We see in the current negotiations, as often happens in such talks, different narratives being developed which seek to reduce the UK’s position. These can often be self-serving or ideological. If followed for financial services they would damage the financial markets and raise costs for European citizens and corporates.

Three particular narrative strands need special watch as false claims are made by interest groups in the EU.

  • First, some talk about “repatriating” financial business to their jurisdiction. But this business was never materially there in the first place. Global financial centres are just that – centres. Citizens benefit from them across the world. Forced fragmentation merely adds costs to the detriment of Europe and the markets themselves.
  • Secondly, there is talk of the unacceptability of some levels of financial risk being located outside the EU, implying any arrangement should force some business to the EU27 – or, in the true desires of the proponents, their specific member state. But the unusual feature of financial services is that the efficiencies and benefits arise from a concentration of business, face-to-face dealings and localised supervision. The UK is merely a custodian of a market that happens to be here, for the benefit of all.
  • Thirdly, that the UK is somehow risky in its approach to regulating the City, again implying the need to force business away from it. This is demonstrably incorrect. The UK has hugely experienced regulators of exceptional sophistication. It avoided the main effects of the Wall Street Crash. It was affected in the 2007-8 financial crash but, notably, when operating under EU regulation which permitted certain member states (not the UK) to attract business by ignoring EU regulations entirely, thereby distorting supervisory decisions and piling up financial risk.

However, on top of these false claims, a further narrative emanated (quite significantly from Brussels) after the 2007-8 financial crisis about the dangers of Anglo-Saxon capitalism. This was too readily accepted. A wave of regulation swept the EU, going far beyond what was necessary, from funds to insurance to the notorious Markets in Financial Instruments Directive No. 2 (MiFID2). M Barnier, who drove and implemented this programme, was himself appointed instead of a traditional UK financial services commissioner on the back of this narrative that the UK somehow messed up. In fact the situation in the UK and Europe was caused at root by a lack of effective systemic risk regulation around the world. Other factors were at play, but all of these could have been addressed were it not for the systemic risk. The situation arose from a misjudgement by central bankers across Europe, the US and beyond.

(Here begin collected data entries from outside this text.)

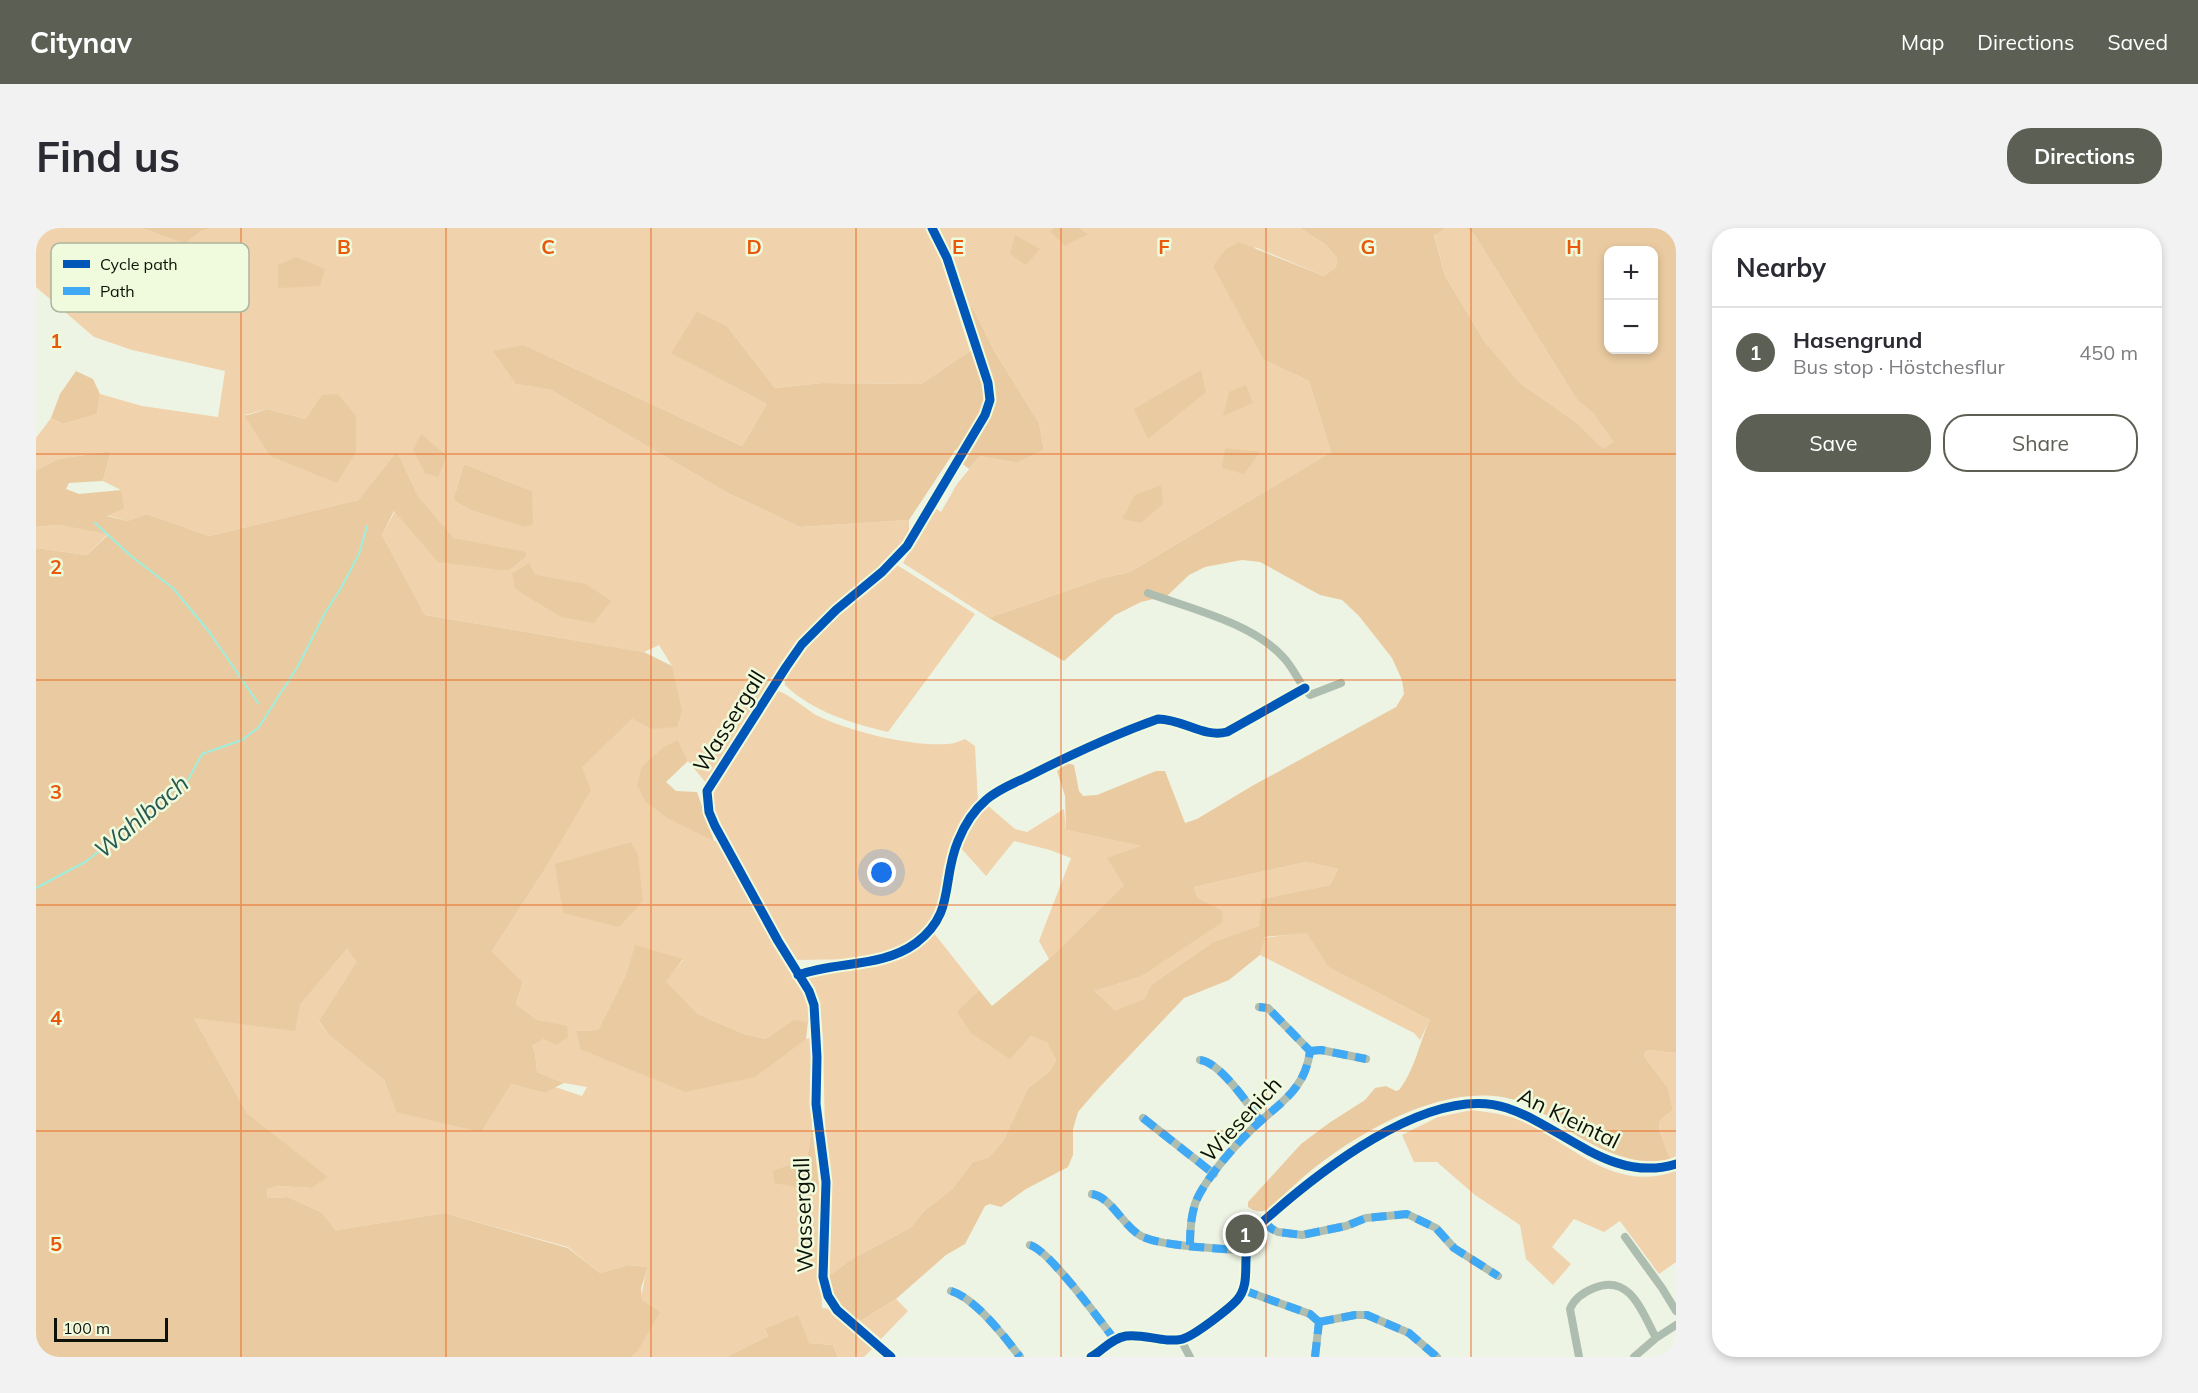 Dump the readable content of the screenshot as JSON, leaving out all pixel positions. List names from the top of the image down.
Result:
{
  "streets": {
    "street": ["Wassergall", "An Kleintal", "Wiesenich"]
  },
  "water": ["Wahlbach"],
  "legend": ["Cycle path", "Path"],
  "scale_bar": "100 m",
  "page": {
    "header": "Citynav",
    "nav": ["Map", "Directions", "Saved"],
    "buttons": [
      "Directions",
      ["Save", "Share"]
    ],
    "title": "Find us",
    "heading": "Nearby",
    "map_buttons": ["+", "−"],
    "list": [
      {
        "mark": "1",
        "name": "Hasengrund",
        "note": "Bus stop · Höstchesflur",
        "value": "450 m"
      }
    ],
    "pins": "1",
    "scale": "100 m"
  },
  "grid": {
    "columns": [
      "B",
      "C",
      "D",
      "E",
      "F",
      "G",
      "H"
    ],
    "rows": [
      "1",
      "2",
      "3",
      "4",
      "5"
    ]
  }
}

The UK Government and negotiating team should understand what for trade and regulatory lawyers is second nature: any successful negotiation will depend on understanding one’s own position and not being influenced too much by the other party’s attempts to talk it down.

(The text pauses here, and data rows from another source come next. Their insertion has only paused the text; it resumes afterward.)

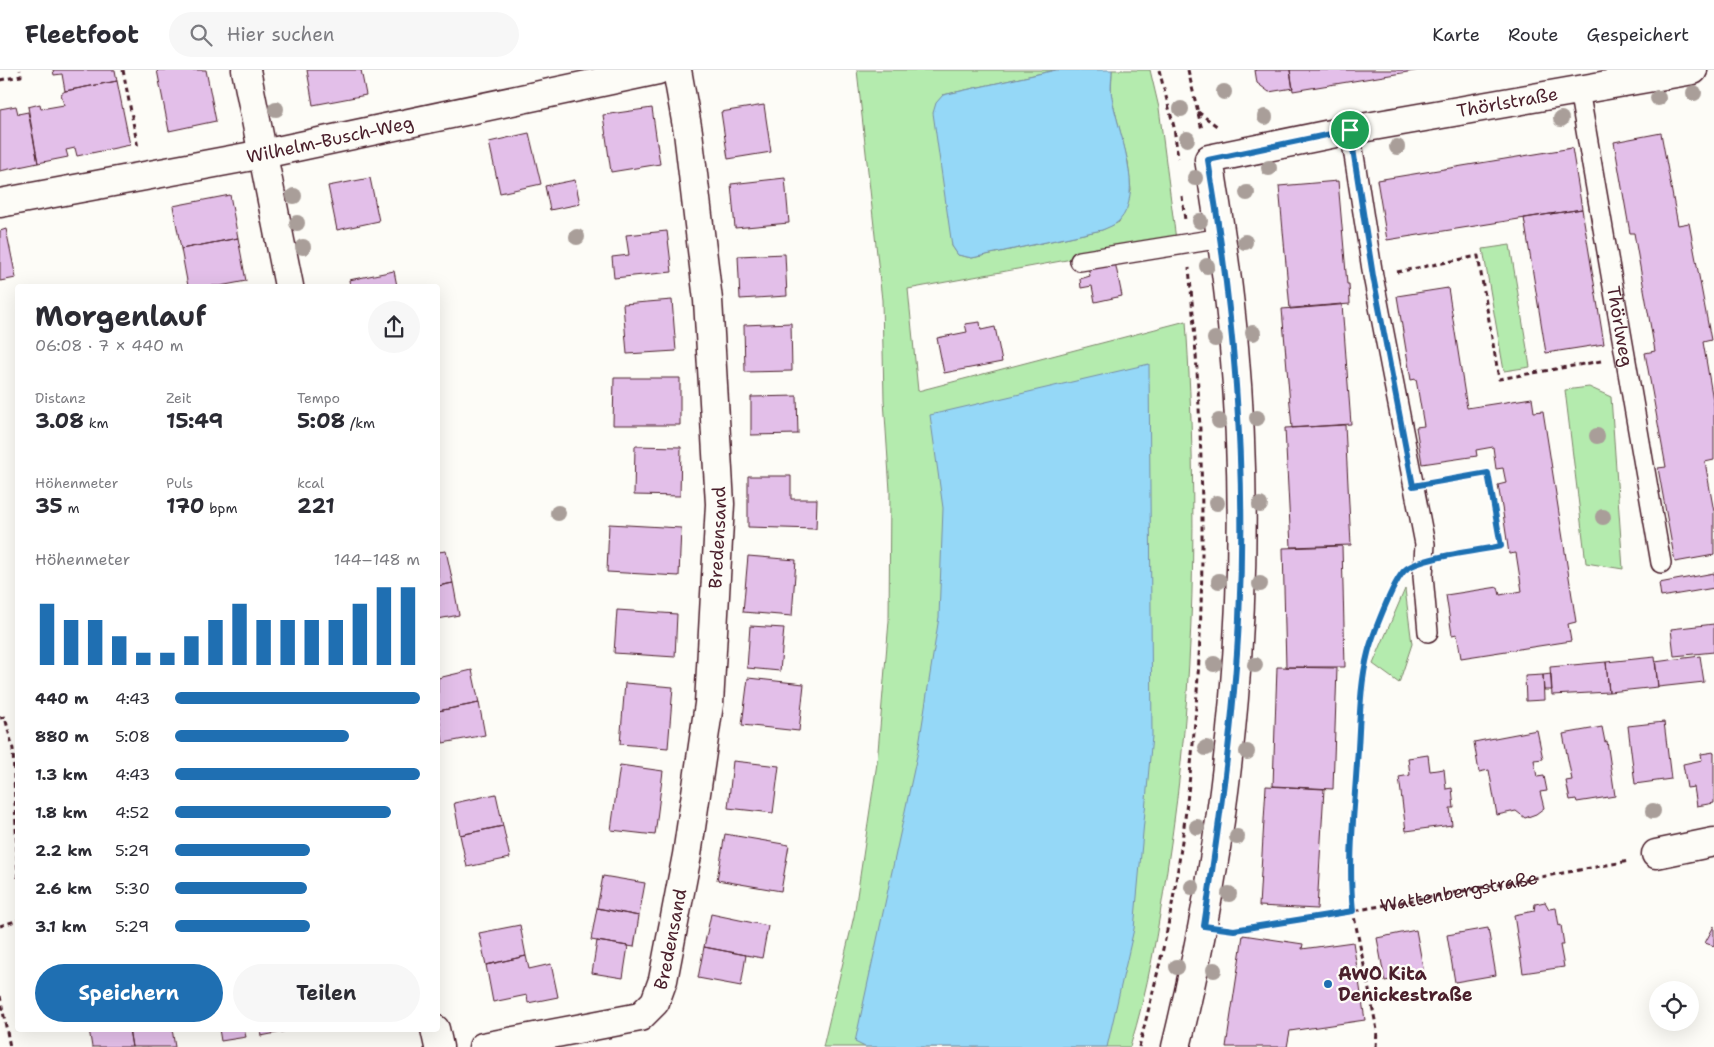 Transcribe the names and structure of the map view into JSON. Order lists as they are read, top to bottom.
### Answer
{
  "streets": {
    "street": ["Thörlstraße", "Wilhelm-Busch-Weg", "Bredensand"],
    "lane": ["Thörlweg"],
    "path": ["Wattenbergstraße"]
  },
  "crossings": [
    ["Thörlstraße", "Thörlweg"]
  ],
  "places": ["AWO Kita Denickestraße"],
  "page": {
    "header": "Fleetfoot",
    "search": "Hier suchen",
    "nav": ["Karte", "Route", "Gespeichert"],
    "heading": ["Morgenlauf", "06:08 · 7 × 440 m"],
    "stats": [
      ["Distanz", "3.08 km"],
      ["Zeit", "15:49"],
      ["Tempo", "5:08 /km"],
      ["Höhenmeter", "35 m"],
      ["Puls", "170 bpm"],
      ["kcal", "221"]
    ],
    "chart": ["Höhenmeter", "144–148 m"],
    "list": [
      {
        "name": "440 m",
        "note": "4:43"
      },
      {
        "name": "880 m",
        "note": "5:08"
      },
      {
        "name": "1.3 km",
        "note": "4:43"
      },
      {
        "name": "1.8 km",
        "note": "4:52"
      },
      {
        "name": "2.2 km",
        "note": "5:29"
      },
      {
        "name": "2.6 km",
        "note": "5:30"
      },
      {
        "name": "3.1 km",
        "note": "5:29"
      }
    ],
    "buttons": ["Speichern", "Teilen"]
  }
}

When Brexit happens in March next year, reality will return. That reality remains that the gravitational pull of the City as a global financial centre is extremely strong. In the meantime, its pull can be augmented significantly provided the Government takes certain steps discussed in my The Art of the No Deal. The UK’s preferred outcome is rightly Enhanced Equivalence, which would be to the greatest benefit of both parties. However, in striking a deal the UK must focus on the needs of the financial markets and how they best operate, which is something the UK has numerous decades of experience in achieving. If it maintains this focus it will optimise the outcome for the financial markets as a whole – and for the UK.

Barnabas Reynolds

Barnabas Reynolds is a partner at Shearman & Sterling LLP and Global Head of the Financial Services Industry Group. He is the author of Restoring UK Law: Freeing the UK’s Global Financial Market, (2021) and co-author of The Lawyers Advise: UK-EU Trade and Cooperation Agreement – Unfinished Business? (2021).